Dataset entries
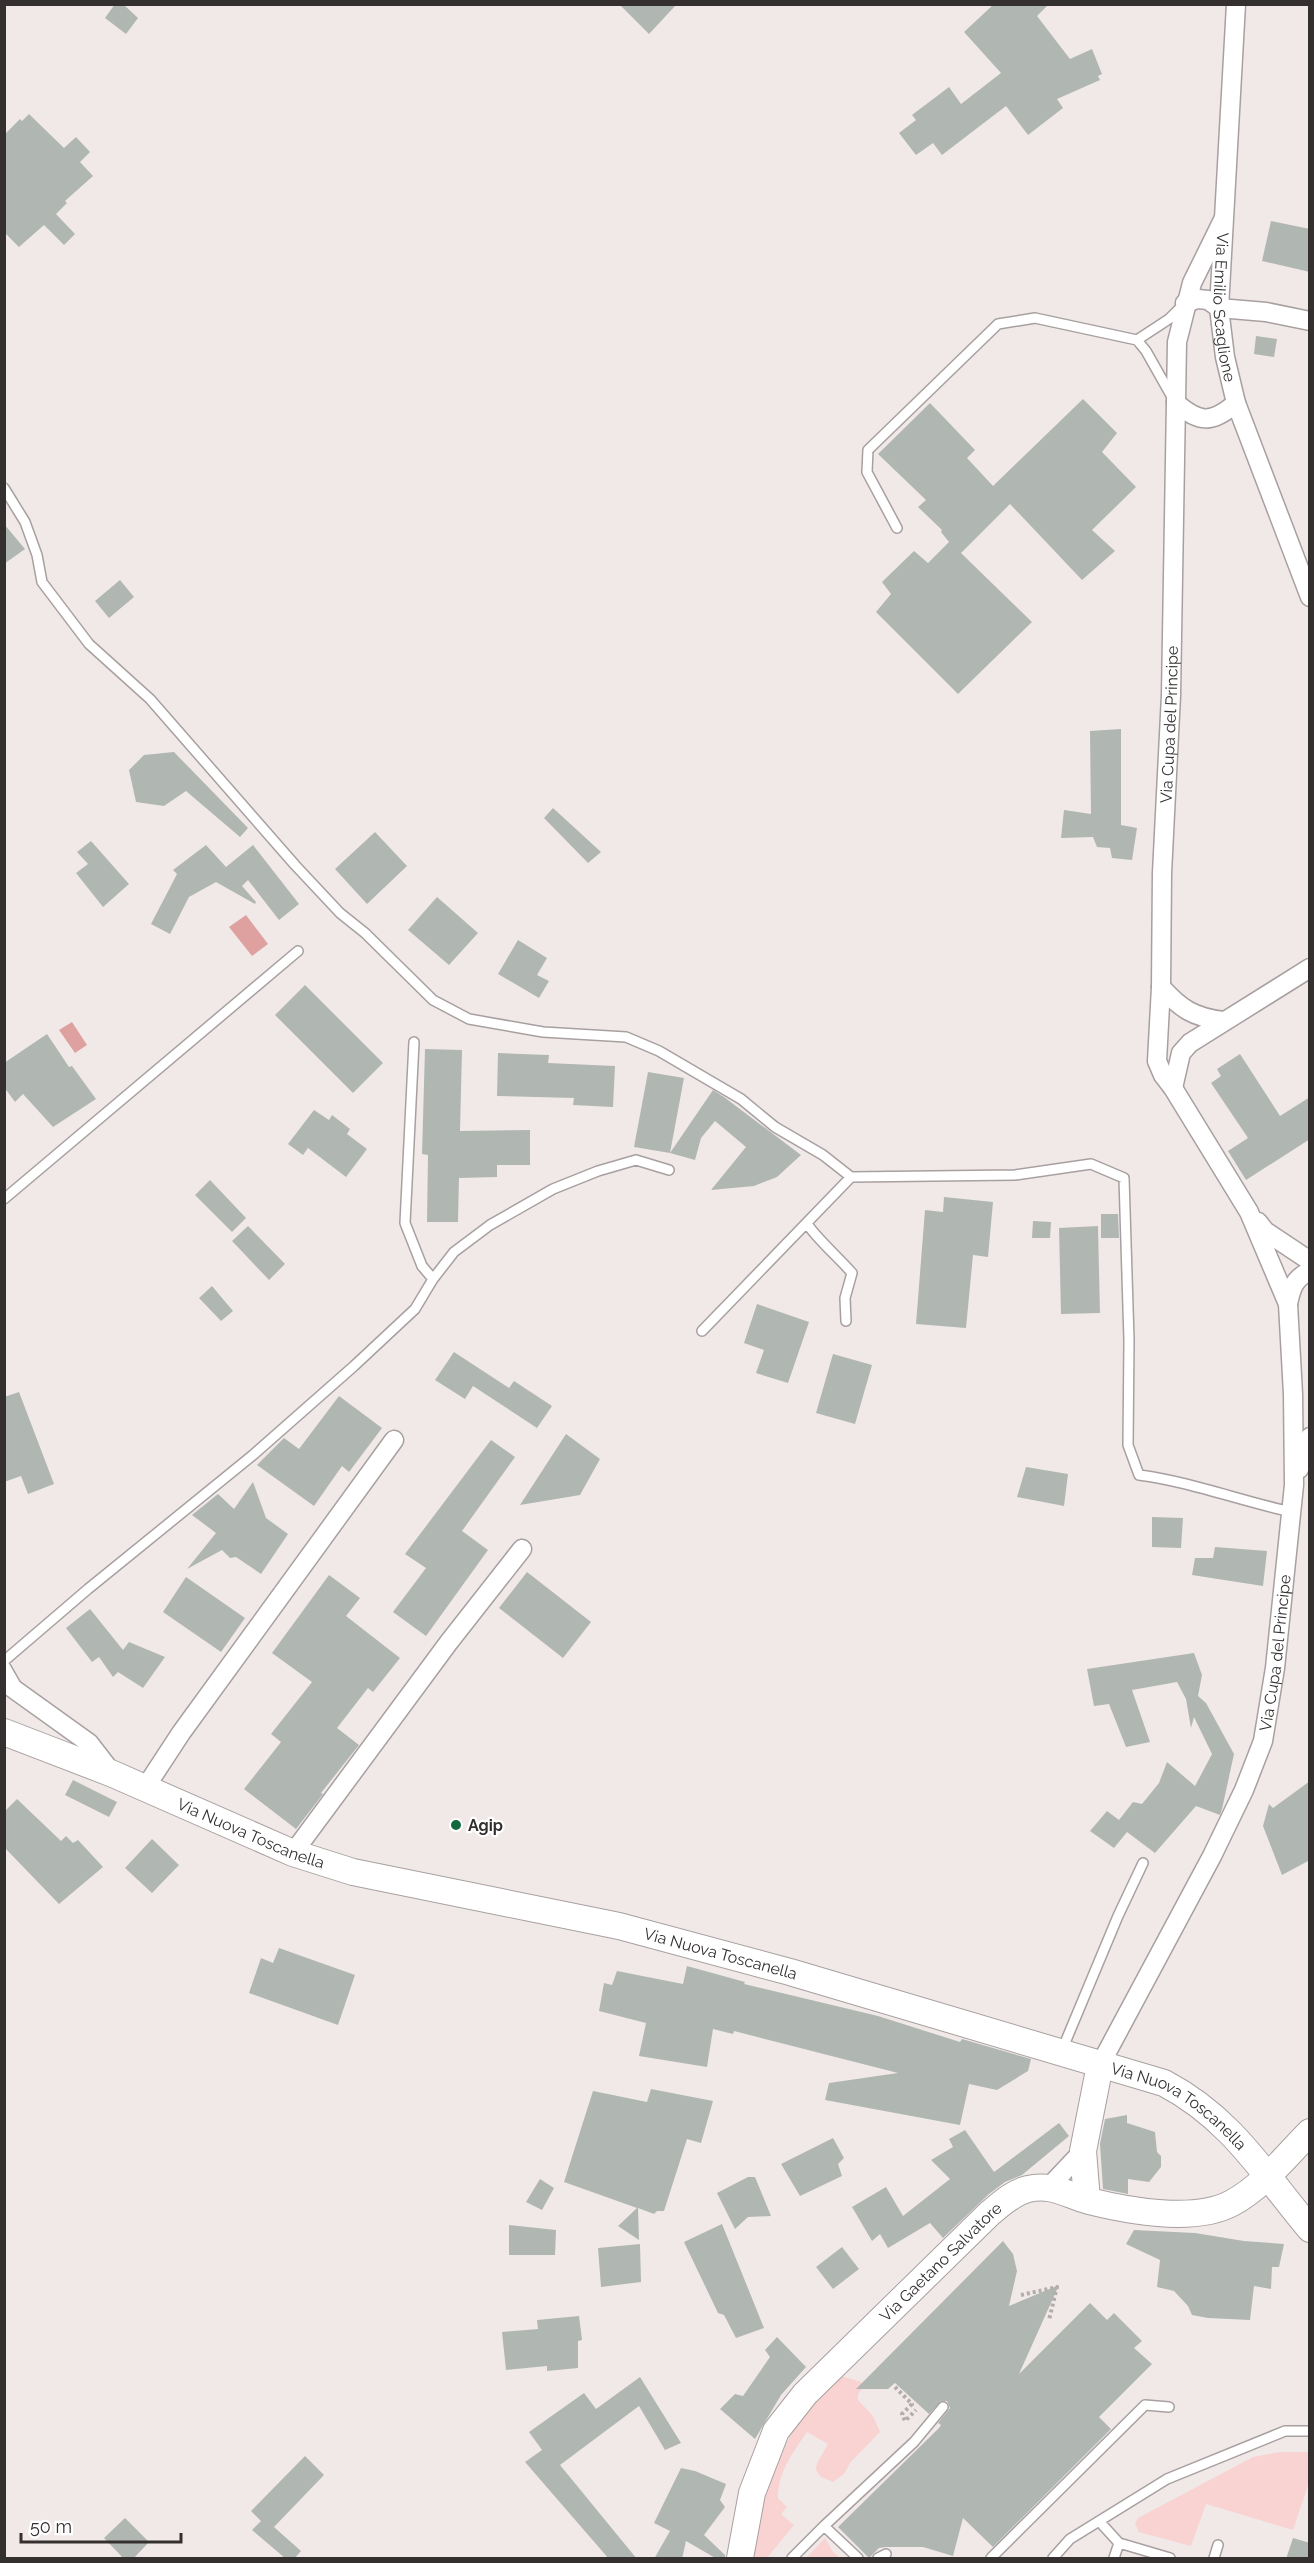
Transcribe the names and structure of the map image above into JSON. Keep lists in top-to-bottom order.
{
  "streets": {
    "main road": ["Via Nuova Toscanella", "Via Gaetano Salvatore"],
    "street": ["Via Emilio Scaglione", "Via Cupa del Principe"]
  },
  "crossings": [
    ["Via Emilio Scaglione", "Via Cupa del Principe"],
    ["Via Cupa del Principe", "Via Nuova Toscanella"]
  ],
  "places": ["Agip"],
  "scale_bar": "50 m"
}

Brief –
Where the data contains images, drop them and print the rest exactly.

Exercise response –
Transcribe the names and structure of the map image above into JSON. Keep lists in top-to-bottom order.
{
  "streets": {
    "main road": ["Via Nuova Toscanella", "Via Gaetano Salvatore"],
    "street": ["Via Emilio Scaglione", "Via Cupa del Principe"]
  },
  "crossings": [
    ["Via Emilio Scaglione", "Via Cupa del Principe"],
    ["Via Cupa del Principe", "Via Nuova Toscanella"]
  ],
  "places": ["Agip"],
  "scale_bar": "50 m"
}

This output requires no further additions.